What happens if you have a more complicated function you want to iterate over? This is where pandasapply() comes in, and can be used with assignment. apply() can also be used across rows or columns. Like assign(), it can be combined with a lambda function and used with either the whole data frame or just a column (in which case no need to specify axis=).

df.apply(lambda x: x["a"] - x["new_a"].mean() * x["c"] / x["b"], axis=1)
0   -5.747419
1   -5.597192
2   -5.179629
3   -3.438215
4   -2.622774
5   -4.736409
dtype: float64

Note that this is just an example: you could still do this entire operation without using apply! But you will sometimes find yourself with cases where you do need to use it.

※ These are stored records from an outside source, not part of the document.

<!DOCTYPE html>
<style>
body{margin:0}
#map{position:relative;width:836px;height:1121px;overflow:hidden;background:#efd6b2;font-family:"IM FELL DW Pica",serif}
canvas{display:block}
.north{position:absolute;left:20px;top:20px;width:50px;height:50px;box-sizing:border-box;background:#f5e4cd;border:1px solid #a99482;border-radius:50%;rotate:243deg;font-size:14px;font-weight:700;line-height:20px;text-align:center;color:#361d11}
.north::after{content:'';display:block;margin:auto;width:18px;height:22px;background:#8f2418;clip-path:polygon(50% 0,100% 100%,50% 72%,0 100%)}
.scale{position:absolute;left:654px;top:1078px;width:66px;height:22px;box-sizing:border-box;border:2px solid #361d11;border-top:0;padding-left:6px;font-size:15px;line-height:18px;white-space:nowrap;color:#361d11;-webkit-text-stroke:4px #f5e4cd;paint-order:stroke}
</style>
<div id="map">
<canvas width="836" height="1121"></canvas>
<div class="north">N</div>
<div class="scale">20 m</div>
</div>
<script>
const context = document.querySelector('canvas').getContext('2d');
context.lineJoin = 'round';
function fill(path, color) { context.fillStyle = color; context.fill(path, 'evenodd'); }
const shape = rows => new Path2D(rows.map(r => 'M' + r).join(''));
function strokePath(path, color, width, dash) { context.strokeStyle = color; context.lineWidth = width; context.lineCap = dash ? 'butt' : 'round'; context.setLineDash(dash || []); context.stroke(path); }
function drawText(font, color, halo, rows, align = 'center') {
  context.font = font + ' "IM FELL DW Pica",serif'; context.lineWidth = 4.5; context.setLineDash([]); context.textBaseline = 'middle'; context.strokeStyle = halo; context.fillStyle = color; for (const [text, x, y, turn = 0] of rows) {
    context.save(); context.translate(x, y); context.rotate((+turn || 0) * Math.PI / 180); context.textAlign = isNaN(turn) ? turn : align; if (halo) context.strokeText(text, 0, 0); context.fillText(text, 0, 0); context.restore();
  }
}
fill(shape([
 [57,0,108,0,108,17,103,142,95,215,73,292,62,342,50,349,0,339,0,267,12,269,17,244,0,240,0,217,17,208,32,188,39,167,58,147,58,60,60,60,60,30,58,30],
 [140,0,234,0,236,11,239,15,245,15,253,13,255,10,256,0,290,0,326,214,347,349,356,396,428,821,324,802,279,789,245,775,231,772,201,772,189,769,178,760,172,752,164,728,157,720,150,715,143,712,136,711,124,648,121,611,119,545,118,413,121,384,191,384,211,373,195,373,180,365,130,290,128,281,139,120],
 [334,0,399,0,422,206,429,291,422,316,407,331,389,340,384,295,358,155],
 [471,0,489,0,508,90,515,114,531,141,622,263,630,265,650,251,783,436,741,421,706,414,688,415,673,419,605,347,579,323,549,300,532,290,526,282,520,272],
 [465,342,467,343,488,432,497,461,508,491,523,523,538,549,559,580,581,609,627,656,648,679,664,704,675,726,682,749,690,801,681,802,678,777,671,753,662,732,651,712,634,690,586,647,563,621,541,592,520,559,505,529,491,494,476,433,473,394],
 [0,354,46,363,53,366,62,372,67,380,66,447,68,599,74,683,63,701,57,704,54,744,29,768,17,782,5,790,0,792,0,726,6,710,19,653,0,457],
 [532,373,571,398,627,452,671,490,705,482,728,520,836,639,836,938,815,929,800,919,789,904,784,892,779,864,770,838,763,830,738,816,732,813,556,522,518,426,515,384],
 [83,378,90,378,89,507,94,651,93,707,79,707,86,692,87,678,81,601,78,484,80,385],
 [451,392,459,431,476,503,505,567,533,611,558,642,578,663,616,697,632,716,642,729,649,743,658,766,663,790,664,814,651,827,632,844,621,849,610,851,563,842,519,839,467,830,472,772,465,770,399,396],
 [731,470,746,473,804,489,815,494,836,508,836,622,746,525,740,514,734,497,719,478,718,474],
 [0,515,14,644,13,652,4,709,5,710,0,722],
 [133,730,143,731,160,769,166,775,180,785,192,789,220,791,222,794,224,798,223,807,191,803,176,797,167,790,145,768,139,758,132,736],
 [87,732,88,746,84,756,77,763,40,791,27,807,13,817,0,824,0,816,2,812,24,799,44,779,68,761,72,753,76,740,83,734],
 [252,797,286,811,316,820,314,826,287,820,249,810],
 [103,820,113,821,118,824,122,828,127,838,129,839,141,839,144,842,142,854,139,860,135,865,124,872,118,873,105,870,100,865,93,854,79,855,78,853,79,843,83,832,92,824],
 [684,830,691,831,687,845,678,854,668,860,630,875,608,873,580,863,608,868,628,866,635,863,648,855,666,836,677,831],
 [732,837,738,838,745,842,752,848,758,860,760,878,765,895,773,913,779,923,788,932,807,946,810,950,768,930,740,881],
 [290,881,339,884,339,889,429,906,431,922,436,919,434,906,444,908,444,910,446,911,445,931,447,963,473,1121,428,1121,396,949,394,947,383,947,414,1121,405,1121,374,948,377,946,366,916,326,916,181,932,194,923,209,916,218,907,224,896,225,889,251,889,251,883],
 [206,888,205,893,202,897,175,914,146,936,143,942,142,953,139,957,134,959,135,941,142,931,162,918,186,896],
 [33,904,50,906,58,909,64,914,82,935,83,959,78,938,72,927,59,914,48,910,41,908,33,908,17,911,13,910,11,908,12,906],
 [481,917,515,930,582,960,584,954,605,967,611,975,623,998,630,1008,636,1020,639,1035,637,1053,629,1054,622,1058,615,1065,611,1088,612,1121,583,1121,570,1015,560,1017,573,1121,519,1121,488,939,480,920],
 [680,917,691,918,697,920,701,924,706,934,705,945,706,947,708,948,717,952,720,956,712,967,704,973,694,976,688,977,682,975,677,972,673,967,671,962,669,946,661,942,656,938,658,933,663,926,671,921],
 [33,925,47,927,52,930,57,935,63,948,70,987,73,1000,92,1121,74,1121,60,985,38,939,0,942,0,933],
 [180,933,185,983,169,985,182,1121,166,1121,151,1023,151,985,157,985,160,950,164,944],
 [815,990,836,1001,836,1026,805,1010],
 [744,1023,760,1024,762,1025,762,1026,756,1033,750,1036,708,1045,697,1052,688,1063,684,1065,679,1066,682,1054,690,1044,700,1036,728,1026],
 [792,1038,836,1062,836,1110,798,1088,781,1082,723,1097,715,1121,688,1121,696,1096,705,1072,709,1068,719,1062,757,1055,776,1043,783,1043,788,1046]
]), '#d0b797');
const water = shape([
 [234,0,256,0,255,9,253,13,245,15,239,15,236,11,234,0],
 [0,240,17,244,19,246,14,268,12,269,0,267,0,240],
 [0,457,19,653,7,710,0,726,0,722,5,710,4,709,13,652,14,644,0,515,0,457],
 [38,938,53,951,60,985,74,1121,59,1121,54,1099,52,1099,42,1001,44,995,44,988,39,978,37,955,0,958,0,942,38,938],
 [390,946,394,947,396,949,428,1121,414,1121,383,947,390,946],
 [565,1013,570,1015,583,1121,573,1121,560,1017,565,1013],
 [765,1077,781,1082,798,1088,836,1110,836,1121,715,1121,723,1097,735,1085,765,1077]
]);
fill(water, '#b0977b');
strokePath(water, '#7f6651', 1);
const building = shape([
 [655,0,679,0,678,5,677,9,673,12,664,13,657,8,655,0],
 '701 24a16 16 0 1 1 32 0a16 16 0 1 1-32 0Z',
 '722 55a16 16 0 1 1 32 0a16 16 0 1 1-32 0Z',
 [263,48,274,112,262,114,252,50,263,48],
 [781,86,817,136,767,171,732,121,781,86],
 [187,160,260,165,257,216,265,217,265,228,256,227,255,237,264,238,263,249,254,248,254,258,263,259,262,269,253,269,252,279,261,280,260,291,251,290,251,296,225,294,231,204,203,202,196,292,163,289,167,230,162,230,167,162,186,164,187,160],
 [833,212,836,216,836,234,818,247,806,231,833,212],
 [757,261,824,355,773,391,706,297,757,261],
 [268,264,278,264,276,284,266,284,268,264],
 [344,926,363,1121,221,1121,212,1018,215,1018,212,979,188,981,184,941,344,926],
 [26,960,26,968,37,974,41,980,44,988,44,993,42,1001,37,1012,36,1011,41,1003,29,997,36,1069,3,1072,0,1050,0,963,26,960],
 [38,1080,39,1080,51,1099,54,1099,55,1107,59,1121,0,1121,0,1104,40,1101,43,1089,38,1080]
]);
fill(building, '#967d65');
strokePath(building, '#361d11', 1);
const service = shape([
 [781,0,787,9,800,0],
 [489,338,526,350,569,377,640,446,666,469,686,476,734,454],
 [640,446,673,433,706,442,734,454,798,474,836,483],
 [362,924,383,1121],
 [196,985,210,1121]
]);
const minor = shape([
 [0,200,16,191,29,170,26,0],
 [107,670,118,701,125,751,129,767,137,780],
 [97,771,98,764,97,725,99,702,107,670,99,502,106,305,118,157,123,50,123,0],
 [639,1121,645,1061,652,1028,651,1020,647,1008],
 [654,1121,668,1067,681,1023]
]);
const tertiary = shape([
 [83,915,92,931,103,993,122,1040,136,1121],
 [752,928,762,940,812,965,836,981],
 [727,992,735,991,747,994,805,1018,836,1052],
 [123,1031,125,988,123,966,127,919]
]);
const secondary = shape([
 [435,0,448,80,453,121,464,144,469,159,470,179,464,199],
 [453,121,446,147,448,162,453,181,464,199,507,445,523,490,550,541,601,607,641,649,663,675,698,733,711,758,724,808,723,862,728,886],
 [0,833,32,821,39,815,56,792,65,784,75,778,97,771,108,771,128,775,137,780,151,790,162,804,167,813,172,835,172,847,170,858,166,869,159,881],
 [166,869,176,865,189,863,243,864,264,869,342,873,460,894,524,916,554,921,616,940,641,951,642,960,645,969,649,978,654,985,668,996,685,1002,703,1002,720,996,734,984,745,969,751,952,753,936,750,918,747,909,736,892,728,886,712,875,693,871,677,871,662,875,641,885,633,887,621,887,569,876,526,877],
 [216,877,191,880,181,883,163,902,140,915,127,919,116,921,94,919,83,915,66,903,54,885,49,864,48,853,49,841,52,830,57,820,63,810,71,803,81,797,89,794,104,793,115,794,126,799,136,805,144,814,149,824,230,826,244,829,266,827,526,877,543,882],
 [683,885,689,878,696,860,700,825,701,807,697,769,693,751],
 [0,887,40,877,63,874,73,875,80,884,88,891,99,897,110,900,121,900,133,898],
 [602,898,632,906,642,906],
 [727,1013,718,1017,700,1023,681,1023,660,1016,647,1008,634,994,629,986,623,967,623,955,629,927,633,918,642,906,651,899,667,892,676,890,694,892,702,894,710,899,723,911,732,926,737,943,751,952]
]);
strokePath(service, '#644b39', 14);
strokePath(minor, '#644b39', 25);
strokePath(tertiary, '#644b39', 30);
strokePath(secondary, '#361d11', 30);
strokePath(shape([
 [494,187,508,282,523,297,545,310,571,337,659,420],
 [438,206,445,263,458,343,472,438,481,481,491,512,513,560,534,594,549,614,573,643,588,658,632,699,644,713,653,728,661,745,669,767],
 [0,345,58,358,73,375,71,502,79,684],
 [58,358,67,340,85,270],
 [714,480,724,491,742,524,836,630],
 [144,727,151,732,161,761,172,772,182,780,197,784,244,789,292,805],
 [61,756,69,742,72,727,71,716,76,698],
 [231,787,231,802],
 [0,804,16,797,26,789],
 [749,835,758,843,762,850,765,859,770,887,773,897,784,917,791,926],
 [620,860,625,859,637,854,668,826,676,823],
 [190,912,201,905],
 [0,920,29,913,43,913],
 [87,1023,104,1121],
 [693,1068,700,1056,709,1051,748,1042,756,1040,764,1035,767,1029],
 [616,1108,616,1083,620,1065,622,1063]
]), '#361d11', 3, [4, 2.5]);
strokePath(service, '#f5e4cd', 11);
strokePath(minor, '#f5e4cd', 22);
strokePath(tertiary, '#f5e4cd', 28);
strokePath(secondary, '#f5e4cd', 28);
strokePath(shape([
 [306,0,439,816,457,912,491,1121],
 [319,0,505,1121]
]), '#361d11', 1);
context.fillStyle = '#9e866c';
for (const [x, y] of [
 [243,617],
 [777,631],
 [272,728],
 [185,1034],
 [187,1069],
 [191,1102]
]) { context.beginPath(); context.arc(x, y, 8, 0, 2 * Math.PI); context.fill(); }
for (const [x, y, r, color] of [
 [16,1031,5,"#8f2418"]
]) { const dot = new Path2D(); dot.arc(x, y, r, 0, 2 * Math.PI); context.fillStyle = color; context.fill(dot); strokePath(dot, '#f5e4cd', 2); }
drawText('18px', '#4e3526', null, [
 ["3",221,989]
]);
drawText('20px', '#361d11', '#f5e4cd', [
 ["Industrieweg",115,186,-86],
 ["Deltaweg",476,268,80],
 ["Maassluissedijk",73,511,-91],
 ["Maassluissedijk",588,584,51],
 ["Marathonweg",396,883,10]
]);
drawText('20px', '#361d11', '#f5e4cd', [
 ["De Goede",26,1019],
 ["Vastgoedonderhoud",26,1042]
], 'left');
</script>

Apply also works with functions, including user-defined functions:

def complicated_function(x):
    return x - x.mean()

df = df.apply(complicated_function, axis=1)
a b c d new_a
0 -0.496129 -2.022363 -1.275064 -0.710315 4.503871
1 -1.989830 -0.934696 -0.337563 0.251919 3.010170
2 -0.536462 -0.920192 -0.740587 -2.266296 4.463538
3 -1.864411 0.272978 -1.288697 -0.255460 3.135589
4 -0.226888 0.091483 -2.285469 -2.352237 4.773112
5 -0.776871 -1.043023 -1.306580 -1.096656 4.223129

28.5.3. Eval(uate)#

eval() evaluates a string describing operations on DataFrame columns to create new columns. It operates on columns only, not rows or elements. Here’s an example:

df["ratio"] = df.eval("a / new_a")
a b c d new_a ratio
0 -0.496129 -2.022363 -1.275064 -0.710315 4.503871 -0.110156
1 -1.989830 -0.934696 -0.337563 0.251919 3.010170 -0.661036
2 -0.536462 -0.920192 -0.740587 -2.266296 4.463538 -0.120188
3 -1.864411 0.272978 -1.288697 -0.255460 3.135589 -0.594597
4 -0.226888 0.091483 -2.285469 -2.352237 4.773112 -0.047535
5 -0.776871 -1.043023 -1.306580 -1.096656 4.223129 -0.183956

Evaluate can also be used to create new boolean columns using, for example, a string "a > 0.5" in the above example.